Here, in the first to third examples, as shown in the drawings, the case where the present invention is applied to a low NOx burner in which a fuel injection hole and an oxidizing agent injection hole are arranged in a horizontal direction with respect to each other will be described. However, the arrangement of the fuel injection holes and the oxidizing agent injection holes of the low NOx burner to which the present invention is applied is not limited to the above example. For example, as shown in FIGS. Injection hole 1
The present invention can also be applied to a low NOx burner 40 in which 3 ′ and the oxidizing agent injection holes 14 ′ are vertically arranged.

In this case, for each of the fuel injection hole 13 ′ and the oxidant injection hole 14 ′, the projecting plate 45 is connected to the fuel injection hole 13 ′ of the burner tile 12 ′ and the oxidant injection hole 1 ′.
4 ′ from the upper part (FIG. 10
At the right side in the drawing).

[Brief description of the drawings]

FIG. 1 is a side view showing a first example in an embodiment of the present invention.

FIG. 2 is a front view of the same example.

FIG. 3 is an explanatory diagram showing a state of a recirculation flow during combustion in the same example.

FIG. 4 is a side view showing a second example of the embodiment of the present invention.

FIG. 5 is a front view of the same example.

FIG. 6 is an explanatory diagram showing a state of a recirculation flow during combustion in the same example.

FIG. 7 is a side view showing a third example of the embodiment of the present invention.

FIG. 8 is a front view of the same example.

FIG. 9 is a front view showing another example of the mounting state of the protruding plate of the low NOx burner according to the present invention.
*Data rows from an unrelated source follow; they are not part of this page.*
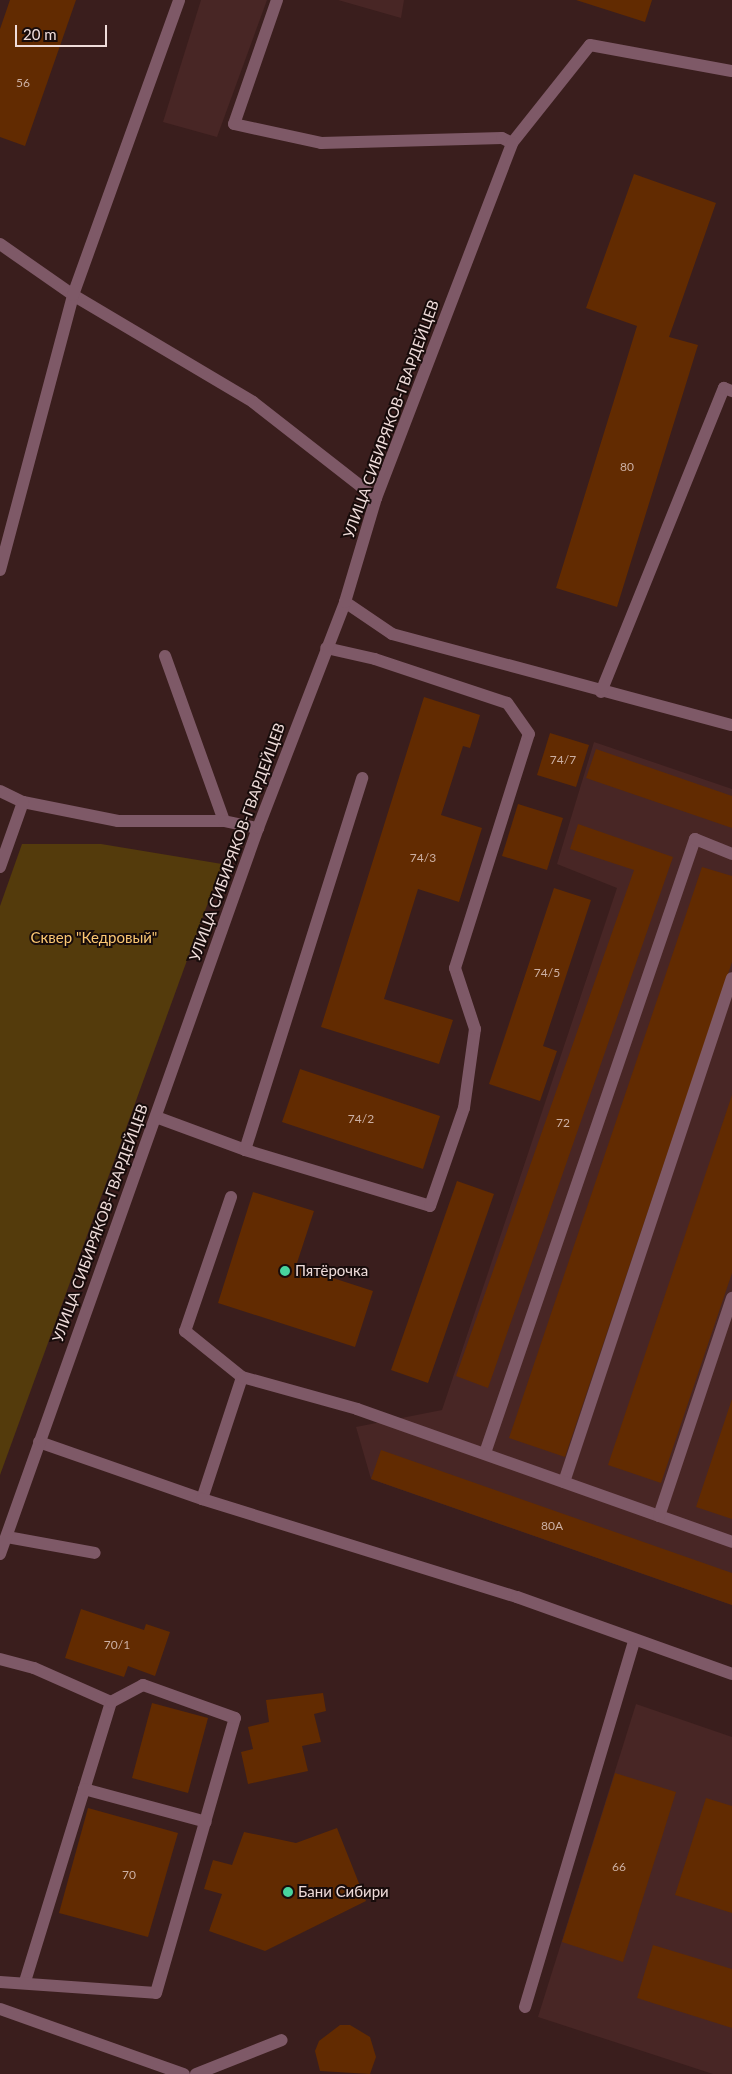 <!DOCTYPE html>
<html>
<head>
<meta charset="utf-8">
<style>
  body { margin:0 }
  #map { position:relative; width:732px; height:2074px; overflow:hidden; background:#3a1e1d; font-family:Lato,sans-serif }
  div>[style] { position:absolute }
  .built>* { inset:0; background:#482625 }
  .green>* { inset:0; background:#543b0c }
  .building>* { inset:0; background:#622b01 }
  .service>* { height:12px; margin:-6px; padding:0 6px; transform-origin:6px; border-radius:6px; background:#7e5967 }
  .minor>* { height:12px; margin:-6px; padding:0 6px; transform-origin:6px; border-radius:6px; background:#7e5967 }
  .dots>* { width:14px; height:14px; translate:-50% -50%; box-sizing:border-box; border:2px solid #180c0b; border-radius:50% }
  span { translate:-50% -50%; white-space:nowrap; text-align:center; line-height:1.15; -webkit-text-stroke:4px #180c0b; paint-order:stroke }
  .number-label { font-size:12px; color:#ccb0a4 }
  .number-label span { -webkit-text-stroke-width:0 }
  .street-label { font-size:15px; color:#efdcda }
  .park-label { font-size:15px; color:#fbc773 }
  .poi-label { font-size:15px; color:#efdcda }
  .left { translate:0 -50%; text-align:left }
  .scale { position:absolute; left:15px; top:25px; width:92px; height:22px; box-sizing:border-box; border:2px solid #efdcda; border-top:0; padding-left:6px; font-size:15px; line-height:18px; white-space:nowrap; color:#efdcda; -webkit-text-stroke:4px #180c0b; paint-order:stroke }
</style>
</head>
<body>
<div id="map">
  <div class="built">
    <div style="clip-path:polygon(201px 0,267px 0,217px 137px,163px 122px)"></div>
    <div style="clip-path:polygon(338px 0,404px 0,401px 18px)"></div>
    <div style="clip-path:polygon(594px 742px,732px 789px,732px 1605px,371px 1479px,356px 1427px,442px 1410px,617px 888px,557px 864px)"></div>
    <div style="clip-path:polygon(636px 1704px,732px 1737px,732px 2074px,713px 2074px,538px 2017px)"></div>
  </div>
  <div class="green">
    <div style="clip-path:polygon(22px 844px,101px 844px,222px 864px,0 1475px,0 906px)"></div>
  </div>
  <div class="building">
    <div style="clip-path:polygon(10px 0,76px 0,25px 146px,0 137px,0 29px)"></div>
    <div style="clip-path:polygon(576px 0,652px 0,645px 22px)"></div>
    <div style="clip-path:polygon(634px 174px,716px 203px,669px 337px,698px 345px,617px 607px,556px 588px,637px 326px,586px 308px)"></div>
    <div style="clip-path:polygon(424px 697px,480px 715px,470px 748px,463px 746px,441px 815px,482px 828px,459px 902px,418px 889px,384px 999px,453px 1020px,439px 1064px,321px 1027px)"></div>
    <div style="clip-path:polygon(550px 733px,589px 745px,576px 787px,537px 775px)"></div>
    <div style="clip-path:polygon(596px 749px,732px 796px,732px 828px,586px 778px)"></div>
    <div style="clip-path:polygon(518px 804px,563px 818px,547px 870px,502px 856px)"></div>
    <div style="clip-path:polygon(578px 824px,673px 857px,488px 1388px,456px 1376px,634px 870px,570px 849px)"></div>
    <div style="clip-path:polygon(702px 867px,732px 876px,732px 962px,565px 1457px,509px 1438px)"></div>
    <div style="clip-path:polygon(554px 888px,591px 900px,543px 1046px,557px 1051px,540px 1101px,489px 1084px)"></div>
    <div style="clip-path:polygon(300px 1069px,440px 1116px,423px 1169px,282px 1122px)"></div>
    <div style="clip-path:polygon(732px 1095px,732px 1273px,661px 1483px,608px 1465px)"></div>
    <div style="clip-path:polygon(457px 1181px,494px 1194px,428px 1383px,391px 1370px)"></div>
    <div style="clip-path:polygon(253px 1192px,314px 1211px,296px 1266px,373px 1291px,355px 1347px,218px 1303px)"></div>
    <div style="clip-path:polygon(732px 1399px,732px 1519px,696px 1507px)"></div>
    <div style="clip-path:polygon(381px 1450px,732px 1573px,732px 1605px,371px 1479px)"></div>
    <div style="clip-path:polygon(81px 1609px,144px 1630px,146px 1624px,170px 1632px,155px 1676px,128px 1666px,124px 1677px,65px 1658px)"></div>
    <div style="clip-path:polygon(323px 1693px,326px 1711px,314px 1714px,321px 1742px,302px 1746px,308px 1771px,248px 1784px,241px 1752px,253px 1749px,248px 1727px,269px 1722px,266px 1700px)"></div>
    <div style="clip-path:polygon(152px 1703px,208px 1718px,188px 1793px,132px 1778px)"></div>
    <div style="clip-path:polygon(615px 1773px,676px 1792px,623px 1962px,562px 1942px)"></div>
    <div style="clip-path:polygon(706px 1798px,732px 1806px,732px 1913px,675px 1895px)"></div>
    <div style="clip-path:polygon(88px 1808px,178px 1833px,148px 1937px,59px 1913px)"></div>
    <div style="clip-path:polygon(337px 1828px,366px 1901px,265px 1951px,209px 1931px,222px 1894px,204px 1889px,213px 1860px,232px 1865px,244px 1832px,296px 1843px)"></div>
    <div style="clip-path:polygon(653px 1945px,732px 1969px,732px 2028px,637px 1998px)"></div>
    <div style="clip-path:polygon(340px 2025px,350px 2025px,370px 2037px,376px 2057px,370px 2074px,320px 2071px,315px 2051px,319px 2041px)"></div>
  </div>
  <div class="service">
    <div style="left:277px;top:0;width:131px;rotate:109.1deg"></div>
    <div style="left:234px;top:124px;width:89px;rotate:12.3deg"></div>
    <div style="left:321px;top:143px;width:181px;rotate:-1.6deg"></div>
    <div style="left:502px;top:138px;width:11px;rotate:27deg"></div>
    <div style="left:512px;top:143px;width:125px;rotate:-51.5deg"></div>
    <div style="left:590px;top:45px;width:144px;rotate:10.4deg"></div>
    <div style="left:0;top:244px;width:89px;rotate:34.9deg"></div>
    <div style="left:73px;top:295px;width:209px;rotate:30.7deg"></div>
    <div style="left:253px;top:402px;width:156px;rotate:38deg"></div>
    <div style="left:0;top:570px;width:285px;rotate:-75.1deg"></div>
    <div style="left:73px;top:295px;width:313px;rotate:-70.2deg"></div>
    <div style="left:345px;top:602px;width:57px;rotate:34.2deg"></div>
    <div style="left:392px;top:634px;width:352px;rotate:15deg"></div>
    <div style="left:165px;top:656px;width:175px;rotate:70.3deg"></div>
    <div style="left:601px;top:692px;width:328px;rotate:-68deg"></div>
    <div style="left:724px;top:388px;width:9px;rotate:21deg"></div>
    <div style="left:0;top:791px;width:25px;rotate:26deg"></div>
    <div style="left:23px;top:802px;width:97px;rotate:11.3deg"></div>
    <div style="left:118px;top:821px;width:106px"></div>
    <div style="left:224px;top:821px;width:35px;rotate:12deg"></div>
    <div style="left:0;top:867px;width:69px;rotate:-70.5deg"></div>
    <div style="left:156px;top:1117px;width:95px;rotate:20.3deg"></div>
    <div style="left:245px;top:1150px;width:193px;rotate:16.8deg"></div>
    <div style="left:430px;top:1206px;width:104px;rotate:-70.9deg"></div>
    <div style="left:464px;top:1108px;width:80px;rotate:-82.1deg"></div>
    <div style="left:475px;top:1029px;width:64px;rotate:-108.2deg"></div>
    <div style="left:455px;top:968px;width:245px;rotate:-72.5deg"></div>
    <div style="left:529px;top:734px;width:38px;rotate:-125deg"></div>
    <div style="left:507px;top:703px;width:139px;rotate:-161.6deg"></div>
    <div style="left:375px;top:659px;width:50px;rotate:-167.3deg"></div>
    <div style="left:245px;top:1150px;width:390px;rotate:-72.5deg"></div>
    <div style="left:231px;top:1197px;width:142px;rotate:108.9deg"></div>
    <div style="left:185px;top:1331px;width:73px;rotate:38.9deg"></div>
    <div style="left:485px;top:1453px;width:649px;rotate:-71.12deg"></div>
    <div style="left:695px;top:839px;width:40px;rotate:22deg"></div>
    <div style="left:564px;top:1482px;width:531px;rotate:-71.57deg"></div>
    <div style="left:202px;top:1499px;width:128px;rotate:-71.8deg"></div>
    <div style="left:242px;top:1377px;width:119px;rotate:15.5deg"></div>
    <div style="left:357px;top:1409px;width:398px;rotate:19.5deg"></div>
    <div style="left:659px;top:1516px;width:230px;rotate:-71.5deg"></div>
    <div style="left:7px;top:1537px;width:89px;rotate:10.3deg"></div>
    <div style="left:0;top:1659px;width:35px;rotate:15deg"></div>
    <div style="left:34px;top:1668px;width:84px;rotate:23.8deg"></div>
    <div style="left:111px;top:1702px;width:293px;rotate:107.1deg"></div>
    <div style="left:84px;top:1789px;width:126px;rotate:15.1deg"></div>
    <div style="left:0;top:1982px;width:156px;rotate:4deg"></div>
    <div style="left:156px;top:1993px;width:286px;rotate:-74deg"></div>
    <div style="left:235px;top:1718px;width:98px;rotate:-160.3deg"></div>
    <div style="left:143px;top:1685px;width:36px;rotate:152deg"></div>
    <div style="left:525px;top:2007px;width:382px;rotate:-73.4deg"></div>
    <div style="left:0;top:2009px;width:195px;rotate:19.5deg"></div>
    <div style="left:196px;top:2074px;width:92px;rotate:-21.6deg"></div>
  </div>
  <div class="minor">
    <div style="left:39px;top:1442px;width:173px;rotate:19.3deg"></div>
    <div style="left:202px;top:1499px;width:330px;rotate:17.3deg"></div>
    <div style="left:517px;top:1597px;width:228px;rotate:19.7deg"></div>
    <div style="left:0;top:1554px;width:770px;rotate:-70.44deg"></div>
    <div style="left:258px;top:828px;width:242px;rotate:-68.9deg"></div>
    <div style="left:345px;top:602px;width:109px;rotate:-73.4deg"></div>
    <div style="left:376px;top:498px;width:380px;rotate:-69deg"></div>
  </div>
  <div class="dots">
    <div style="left:285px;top:1271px;background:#48d49d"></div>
    <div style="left:288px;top:1892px;background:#48d49d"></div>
  </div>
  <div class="number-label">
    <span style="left:23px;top:83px">56</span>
    <span style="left:627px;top:467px">80</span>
    <span style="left:563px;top:760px">74/7</span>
    <span style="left:423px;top:858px">74/3</span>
    <span style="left:547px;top:973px">74/5</span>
    <span style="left:361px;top:1119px">74/2</span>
    <span style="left:563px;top:1123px">72</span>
    <span style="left:552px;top:1526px">80А</span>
    <span style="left:117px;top:1645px">70/1</span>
    <span style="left:619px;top:1867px">66</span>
    <span style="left:129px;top:1875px">70</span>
  </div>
  <div class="street-label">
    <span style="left:391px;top:419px;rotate:-70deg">УЛИЦА СИБИРЯКОВ-ГВАРДЕЙЦЕВ</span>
    <span style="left:237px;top:842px;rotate:-70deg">УЛИЦА СИБИРЯКОВ-ГВАРДЕЙЦЕВ</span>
    <span style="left:100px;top:1223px;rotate:-70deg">УЛИЦА СИБИРЯКОВ-ГВАРДЕЙЦЕВ</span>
  </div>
  <div class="park-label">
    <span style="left:94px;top:938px">Сквер "Кедровый"</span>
  </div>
  <div class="poi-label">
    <span class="left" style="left:295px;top:1271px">Пятёрочка</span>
    <span class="left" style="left:298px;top:1892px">Бани Сибири</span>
  </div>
  <div class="scale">20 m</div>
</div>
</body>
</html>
FIG. 10 is a side view of the same example.

FIG. 11 is a side view showing a conventional example.

FIG. 12 is a front view of the conventional example.
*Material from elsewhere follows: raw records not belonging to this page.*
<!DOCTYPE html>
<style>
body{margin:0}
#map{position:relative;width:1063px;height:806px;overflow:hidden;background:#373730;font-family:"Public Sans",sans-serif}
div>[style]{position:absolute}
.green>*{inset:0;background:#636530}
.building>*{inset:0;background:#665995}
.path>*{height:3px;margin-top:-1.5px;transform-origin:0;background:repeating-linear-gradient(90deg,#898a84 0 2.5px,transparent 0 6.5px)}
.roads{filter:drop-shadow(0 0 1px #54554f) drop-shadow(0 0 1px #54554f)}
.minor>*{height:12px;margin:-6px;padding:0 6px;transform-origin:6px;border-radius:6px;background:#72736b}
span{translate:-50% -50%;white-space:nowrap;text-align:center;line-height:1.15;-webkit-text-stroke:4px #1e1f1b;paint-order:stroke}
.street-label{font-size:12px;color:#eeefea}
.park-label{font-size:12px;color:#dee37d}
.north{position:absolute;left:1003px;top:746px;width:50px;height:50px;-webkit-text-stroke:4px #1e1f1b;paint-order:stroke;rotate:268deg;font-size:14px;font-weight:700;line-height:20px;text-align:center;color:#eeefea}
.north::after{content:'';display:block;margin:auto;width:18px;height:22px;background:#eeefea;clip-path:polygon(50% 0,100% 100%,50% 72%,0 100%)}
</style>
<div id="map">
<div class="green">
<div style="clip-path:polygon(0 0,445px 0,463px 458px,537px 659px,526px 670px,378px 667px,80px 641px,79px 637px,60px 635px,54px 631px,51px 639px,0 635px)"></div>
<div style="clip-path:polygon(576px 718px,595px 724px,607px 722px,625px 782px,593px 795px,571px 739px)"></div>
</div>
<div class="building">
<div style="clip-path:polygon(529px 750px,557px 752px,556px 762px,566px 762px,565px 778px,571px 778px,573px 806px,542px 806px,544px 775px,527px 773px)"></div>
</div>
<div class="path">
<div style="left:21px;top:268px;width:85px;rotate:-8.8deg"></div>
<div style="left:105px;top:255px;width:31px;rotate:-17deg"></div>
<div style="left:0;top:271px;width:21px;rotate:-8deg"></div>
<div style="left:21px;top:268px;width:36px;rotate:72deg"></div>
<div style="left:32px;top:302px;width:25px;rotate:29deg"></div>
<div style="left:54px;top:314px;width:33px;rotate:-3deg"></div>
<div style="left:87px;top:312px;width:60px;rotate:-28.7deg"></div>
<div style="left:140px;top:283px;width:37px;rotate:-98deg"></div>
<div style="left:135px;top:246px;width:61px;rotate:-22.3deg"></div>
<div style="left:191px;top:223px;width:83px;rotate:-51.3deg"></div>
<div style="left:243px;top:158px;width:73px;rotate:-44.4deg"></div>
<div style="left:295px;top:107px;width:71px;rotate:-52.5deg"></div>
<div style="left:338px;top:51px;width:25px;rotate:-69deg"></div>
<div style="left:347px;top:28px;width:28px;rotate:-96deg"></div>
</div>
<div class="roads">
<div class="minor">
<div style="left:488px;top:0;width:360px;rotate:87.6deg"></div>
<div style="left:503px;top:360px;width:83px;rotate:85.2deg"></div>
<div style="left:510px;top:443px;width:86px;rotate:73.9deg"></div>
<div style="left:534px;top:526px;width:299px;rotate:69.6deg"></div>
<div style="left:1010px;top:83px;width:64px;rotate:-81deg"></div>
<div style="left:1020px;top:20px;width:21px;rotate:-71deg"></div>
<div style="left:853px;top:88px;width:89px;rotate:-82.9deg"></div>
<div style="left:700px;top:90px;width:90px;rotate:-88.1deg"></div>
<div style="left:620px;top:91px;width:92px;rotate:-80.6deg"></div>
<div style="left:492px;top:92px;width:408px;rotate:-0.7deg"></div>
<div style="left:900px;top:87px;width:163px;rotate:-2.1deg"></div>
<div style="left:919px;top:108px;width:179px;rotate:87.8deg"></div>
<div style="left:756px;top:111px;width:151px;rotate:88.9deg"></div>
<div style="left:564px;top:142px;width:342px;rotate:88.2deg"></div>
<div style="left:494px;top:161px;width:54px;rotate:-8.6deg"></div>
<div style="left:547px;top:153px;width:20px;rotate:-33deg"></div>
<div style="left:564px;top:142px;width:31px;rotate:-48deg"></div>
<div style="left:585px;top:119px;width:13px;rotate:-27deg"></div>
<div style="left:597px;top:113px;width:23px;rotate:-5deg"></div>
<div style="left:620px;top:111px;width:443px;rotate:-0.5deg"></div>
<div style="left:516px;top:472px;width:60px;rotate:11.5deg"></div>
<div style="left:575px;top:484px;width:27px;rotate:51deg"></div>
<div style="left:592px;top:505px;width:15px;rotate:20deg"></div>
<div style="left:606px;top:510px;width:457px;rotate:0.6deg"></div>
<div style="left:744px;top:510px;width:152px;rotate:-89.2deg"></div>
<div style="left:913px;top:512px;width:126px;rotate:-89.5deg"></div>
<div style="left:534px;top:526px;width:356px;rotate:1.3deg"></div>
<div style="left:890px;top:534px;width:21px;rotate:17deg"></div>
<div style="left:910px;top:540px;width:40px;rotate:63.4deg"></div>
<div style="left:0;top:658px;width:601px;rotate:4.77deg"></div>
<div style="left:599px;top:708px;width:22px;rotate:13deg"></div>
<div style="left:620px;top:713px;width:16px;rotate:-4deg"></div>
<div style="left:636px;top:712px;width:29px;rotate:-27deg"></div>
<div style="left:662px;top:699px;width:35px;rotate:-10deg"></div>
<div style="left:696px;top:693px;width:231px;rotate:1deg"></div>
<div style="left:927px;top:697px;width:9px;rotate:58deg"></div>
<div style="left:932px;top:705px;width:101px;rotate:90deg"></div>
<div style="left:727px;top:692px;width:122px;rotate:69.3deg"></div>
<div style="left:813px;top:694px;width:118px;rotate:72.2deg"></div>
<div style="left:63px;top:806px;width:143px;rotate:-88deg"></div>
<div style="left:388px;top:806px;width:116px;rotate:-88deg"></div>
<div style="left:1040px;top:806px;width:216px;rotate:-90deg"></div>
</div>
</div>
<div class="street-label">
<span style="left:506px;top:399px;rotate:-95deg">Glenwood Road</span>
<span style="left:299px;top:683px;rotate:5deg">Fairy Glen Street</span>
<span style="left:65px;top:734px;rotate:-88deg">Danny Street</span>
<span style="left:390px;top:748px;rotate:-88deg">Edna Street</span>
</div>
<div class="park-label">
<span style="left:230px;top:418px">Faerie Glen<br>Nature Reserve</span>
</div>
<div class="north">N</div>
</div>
FIG. 13 is a partial side sectional view showing a state where a fuel injection hole and an oxidant injection hole of a conventional low NOx burner are melted and damaged.

FIG. 14 is an explanatory diagram showing a state of adhesion of suspended matter in a conventional example.

[Explanation of symbols]

 10, 20, 30, 40 ... low NOx burner 11 ... burner body 12, 12 '... burner tile (refractory) 13, 13' ... fuel injection hole 14, 14 '... oxidant injection hole 15, 25, 35, 45 ... Projecting plate 25a ... Slope 35a ... Slope f '... Recirculation flow

Claims (4)

[Claims] 1. A low NOx burner for injecting fuel from a fuel injection hole and injecting an oxidant from an oxidant injection hole to perform combustion in front of a refractory attached to a front portion of a burner, A projecting member that covers the fuel injection hole or the oxidant injection hole above the fuel injection hole or the oxidant injection hole is provided in a portion of the front surface located above the fuel injection hole or the oxidant injection hole, in a direction protruding forward from the front surface of the refractory. A low NOx burner characterized by the following. 2. The low NOx burner according to claim 1, wherein the projecting member is formed of a different material from the refractory. 3. The low NOx burner according to claim 1, wherein the lower surface of the protruding member is inclined so as to descend from a distal end side toward a base end side in contact with the refractory. 4. The low NOx burner according to claim 1, wherein an upper surface of the protruding portion is inclined so as to descend from a central portion toward a side portion.